> _WORK TO BE COMPLETED_:
Lines that contain "compass": how many are there in the listing below? Answer with a number and nothing more.

> _MATERIALS PROVIDED_:

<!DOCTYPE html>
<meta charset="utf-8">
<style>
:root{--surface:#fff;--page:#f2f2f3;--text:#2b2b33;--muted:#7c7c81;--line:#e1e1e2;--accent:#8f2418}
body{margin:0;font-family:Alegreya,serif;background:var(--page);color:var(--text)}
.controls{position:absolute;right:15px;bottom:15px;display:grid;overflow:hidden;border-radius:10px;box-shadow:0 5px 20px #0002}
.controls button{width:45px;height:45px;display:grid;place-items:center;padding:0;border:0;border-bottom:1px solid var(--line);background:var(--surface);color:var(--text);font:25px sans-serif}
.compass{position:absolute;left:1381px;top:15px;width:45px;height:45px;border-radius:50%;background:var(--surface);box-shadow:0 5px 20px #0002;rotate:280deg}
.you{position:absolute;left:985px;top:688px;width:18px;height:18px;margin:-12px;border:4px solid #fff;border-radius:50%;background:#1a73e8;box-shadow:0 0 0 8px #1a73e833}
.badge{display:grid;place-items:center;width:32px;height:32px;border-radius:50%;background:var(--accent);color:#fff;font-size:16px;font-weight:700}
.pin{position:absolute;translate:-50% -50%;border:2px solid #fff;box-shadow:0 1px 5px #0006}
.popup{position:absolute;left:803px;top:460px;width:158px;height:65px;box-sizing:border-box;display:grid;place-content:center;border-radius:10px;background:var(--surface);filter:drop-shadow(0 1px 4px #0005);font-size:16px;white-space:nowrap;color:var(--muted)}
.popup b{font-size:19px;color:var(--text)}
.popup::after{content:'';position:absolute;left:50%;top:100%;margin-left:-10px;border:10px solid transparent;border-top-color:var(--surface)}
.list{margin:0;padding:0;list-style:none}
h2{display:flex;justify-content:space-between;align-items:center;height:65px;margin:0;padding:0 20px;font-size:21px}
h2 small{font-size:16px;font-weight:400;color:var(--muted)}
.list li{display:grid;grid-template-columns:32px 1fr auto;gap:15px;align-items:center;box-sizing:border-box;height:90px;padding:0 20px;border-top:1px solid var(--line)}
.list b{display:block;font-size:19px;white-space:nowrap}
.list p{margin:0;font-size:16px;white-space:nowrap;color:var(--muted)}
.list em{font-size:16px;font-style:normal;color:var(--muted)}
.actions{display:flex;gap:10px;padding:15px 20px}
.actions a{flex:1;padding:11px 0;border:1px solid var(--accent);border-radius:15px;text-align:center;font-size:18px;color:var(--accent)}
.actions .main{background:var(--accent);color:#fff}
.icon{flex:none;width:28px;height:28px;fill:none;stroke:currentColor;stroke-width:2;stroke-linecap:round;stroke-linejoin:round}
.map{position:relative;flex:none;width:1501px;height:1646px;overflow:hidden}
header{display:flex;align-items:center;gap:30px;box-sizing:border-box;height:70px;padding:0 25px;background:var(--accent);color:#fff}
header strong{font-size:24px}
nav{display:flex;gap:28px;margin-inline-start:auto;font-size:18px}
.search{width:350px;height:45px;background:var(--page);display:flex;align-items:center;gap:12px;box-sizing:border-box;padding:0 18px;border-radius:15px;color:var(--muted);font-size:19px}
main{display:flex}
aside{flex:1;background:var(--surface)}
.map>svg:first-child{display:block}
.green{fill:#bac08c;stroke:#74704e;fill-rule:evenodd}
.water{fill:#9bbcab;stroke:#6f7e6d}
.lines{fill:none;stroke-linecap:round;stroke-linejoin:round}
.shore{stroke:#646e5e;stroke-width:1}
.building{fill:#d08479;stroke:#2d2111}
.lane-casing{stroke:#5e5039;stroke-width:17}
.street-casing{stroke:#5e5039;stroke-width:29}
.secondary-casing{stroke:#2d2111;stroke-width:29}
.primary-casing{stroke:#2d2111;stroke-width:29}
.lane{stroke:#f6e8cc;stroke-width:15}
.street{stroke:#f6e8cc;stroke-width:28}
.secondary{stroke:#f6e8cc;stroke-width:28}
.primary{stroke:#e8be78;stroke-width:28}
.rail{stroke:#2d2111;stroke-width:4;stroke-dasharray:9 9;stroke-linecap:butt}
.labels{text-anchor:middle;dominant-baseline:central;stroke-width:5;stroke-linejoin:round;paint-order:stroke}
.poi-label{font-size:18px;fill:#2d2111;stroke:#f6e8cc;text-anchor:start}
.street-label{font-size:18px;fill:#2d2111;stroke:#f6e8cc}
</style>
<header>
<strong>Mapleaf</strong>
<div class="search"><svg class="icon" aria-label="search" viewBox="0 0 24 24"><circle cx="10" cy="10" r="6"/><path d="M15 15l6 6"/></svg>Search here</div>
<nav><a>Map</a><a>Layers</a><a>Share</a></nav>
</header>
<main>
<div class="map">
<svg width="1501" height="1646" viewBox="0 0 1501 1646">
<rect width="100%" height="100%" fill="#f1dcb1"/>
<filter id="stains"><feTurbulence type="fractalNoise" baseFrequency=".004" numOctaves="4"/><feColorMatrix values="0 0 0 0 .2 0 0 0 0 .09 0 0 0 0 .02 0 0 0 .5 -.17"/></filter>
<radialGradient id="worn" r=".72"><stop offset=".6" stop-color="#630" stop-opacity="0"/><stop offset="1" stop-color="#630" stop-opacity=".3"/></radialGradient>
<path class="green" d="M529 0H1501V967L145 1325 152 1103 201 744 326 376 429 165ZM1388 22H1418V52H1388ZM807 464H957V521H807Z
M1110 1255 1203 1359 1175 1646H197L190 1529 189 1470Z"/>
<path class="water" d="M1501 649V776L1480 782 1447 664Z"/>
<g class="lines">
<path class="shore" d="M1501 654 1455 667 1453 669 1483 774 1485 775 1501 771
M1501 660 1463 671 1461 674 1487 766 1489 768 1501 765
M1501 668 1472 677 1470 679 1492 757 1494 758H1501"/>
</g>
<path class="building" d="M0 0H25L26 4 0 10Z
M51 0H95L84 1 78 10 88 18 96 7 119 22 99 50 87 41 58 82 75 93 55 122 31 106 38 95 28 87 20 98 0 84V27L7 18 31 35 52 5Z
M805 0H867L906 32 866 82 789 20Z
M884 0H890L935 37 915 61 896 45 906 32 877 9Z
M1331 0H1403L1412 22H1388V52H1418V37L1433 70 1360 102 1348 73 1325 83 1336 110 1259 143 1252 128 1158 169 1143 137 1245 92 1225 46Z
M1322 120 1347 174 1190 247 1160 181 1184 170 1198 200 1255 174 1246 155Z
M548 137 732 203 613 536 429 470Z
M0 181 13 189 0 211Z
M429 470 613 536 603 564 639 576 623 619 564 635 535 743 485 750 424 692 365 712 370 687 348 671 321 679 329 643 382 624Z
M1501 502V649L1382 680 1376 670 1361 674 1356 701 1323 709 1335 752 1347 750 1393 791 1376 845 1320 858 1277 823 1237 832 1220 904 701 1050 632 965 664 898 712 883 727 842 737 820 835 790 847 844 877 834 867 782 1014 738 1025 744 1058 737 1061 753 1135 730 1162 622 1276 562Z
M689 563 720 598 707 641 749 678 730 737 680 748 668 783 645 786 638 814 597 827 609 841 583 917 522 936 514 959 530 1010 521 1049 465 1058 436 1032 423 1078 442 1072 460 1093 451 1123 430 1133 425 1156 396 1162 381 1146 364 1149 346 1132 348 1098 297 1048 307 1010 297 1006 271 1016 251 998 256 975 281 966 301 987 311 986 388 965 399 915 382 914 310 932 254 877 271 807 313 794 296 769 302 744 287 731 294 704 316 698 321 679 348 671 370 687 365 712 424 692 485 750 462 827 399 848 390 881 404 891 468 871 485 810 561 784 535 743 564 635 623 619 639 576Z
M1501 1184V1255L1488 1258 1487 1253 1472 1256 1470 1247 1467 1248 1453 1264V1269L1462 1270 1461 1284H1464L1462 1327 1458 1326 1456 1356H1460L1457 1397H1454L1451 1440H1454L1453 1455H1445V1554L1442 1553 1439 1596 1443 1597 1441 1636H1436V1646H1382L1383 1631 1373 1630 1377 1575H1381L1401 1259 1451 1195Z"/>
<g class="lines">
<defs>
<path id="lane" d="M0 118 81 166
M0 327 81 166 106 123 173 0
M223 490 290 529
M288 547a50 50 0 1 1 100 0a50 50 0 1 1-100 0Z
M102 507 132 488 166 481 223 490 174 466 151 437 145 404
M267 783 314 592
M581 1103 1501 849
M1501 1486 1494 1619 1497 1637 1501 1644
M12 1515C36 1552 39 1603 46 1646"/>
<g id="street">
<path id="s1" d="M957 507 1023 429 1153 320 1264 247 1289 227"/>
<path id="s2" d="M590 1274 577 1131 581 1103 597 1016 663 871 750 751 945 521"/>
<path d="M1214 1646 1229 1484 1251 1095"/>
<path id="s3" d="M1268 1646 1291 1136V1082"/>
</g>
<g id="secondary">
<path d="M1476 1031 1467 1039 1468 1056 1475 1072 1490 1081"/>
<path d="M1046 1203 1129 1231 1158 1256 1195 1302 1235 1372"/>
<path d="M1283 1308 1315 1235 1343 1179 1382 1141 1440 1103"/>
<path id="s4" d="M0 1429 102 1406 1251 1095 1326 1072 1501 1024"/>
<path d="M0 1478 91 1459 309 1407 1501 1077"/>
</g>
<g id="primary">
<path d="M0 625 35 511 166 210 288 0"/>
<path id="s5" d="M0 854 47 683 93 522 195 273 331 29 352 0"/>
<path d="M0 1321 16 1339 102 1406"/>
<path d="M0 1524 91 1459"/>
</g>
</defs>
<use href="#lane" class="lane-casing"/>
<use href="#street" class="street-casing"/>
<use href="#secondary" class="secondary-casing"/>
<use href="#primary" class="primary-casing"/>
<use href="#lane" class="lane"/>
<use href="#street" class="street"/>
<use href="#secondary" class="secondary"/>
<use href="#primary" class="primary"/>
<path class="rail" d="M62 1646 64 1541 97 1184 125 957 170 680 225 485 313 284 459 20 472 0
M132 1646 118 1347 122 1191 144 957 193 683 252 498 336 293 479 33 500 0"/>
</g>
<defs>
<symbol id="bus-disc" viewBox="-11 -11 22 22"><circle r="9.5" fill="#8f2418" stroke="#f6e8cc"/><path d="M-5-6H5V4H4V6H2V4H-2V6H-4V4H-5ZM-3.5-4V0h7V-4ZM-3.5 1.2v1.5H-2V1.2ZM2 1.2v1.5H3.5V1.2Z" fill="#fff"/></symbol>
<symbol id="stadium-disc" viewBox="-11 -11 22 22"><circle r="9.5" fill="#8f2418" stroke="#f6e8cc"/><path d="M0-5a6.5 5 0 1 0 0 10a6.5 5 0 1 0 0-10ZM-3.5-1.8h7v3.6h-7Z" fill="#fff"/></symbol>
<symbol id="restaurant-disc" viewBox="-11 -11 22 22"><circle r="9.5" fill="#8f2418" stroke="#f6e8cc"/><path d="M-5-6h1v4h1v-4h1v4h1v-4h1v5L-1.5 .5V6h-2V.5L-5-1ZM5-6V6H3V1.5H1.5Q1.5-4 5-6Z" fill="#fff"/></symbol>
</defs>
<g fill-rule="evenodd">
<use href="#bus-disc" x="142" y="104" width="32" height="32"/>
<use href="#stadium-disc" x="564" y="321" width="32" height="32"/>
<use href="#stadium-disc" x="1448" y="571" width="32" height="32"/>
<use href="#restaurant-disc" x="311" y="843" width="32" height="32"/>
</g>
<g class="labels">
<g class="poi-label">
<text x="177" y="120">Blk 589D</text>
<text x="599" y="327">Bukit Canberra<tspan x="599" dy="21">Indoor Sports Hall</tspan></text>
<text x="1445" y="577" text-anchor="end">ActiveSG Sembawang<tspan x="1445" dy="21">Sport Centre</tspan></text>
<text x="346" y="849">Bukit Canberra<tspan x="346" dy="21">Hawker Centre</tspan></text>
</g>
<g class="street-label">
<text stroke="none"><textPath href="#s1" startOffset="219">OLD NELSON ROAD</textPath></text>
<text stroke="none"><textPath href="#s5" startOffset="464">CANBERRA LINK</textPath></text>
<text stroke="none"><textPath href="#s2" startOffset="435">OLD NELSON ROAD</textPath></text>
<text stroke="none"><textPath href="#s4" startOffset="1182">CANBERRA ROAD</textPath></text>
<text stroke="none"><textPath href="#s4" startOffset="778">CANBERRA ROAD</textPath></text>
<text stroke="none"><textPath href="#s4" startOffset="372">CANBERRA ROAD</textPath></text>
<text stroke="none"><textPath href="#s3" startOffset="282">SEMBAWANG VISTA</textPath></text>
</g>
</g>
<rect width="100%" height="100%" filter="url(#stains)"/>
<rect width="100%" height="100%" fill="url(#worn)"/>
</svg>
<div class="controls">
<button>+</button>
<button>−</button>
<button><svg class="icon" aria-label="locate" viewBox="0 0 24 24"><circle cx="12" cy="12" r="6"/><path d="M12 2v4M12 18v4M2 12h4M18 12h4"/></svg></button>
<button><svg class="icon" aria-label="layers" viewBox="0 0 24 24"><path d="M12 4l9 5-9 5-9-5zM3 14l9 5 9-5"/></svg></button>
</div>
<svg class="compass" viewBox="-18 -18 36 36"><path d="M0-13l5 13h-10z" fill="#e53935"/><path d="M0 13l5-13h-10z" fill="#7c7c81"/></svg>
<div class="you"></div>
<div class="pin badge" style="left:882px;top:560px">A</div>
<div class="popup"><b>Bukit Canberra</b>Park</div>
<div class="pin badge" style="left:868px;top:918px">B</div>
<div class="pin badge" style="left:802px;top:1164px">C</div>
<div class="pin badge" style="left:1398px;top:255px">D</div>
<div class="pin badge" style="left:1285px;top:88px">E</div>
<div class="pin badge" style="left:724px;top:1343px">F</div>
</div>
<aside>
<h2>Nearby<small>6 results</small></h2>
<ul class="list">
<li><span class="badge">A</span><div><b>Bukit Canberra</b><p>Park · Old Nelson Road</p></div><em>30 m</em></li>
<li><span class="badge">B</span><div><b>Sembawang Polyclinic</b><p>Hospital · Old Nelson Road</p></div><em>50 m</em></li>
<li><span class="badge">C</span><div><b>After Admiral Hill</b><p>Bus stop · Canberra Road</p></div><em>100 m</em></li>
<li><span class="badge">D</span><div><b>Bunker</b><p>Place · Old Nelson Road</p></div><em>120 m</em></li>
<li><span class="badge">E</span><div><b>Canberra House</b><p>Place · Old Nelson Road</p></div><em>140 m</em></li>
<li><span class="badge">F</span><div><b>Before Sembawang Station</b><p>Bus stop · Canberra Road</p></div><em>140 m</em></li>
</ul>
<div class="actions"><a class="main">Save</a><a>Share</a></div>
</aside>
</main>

> _SOLUTION TO THE PROBLEM_:
2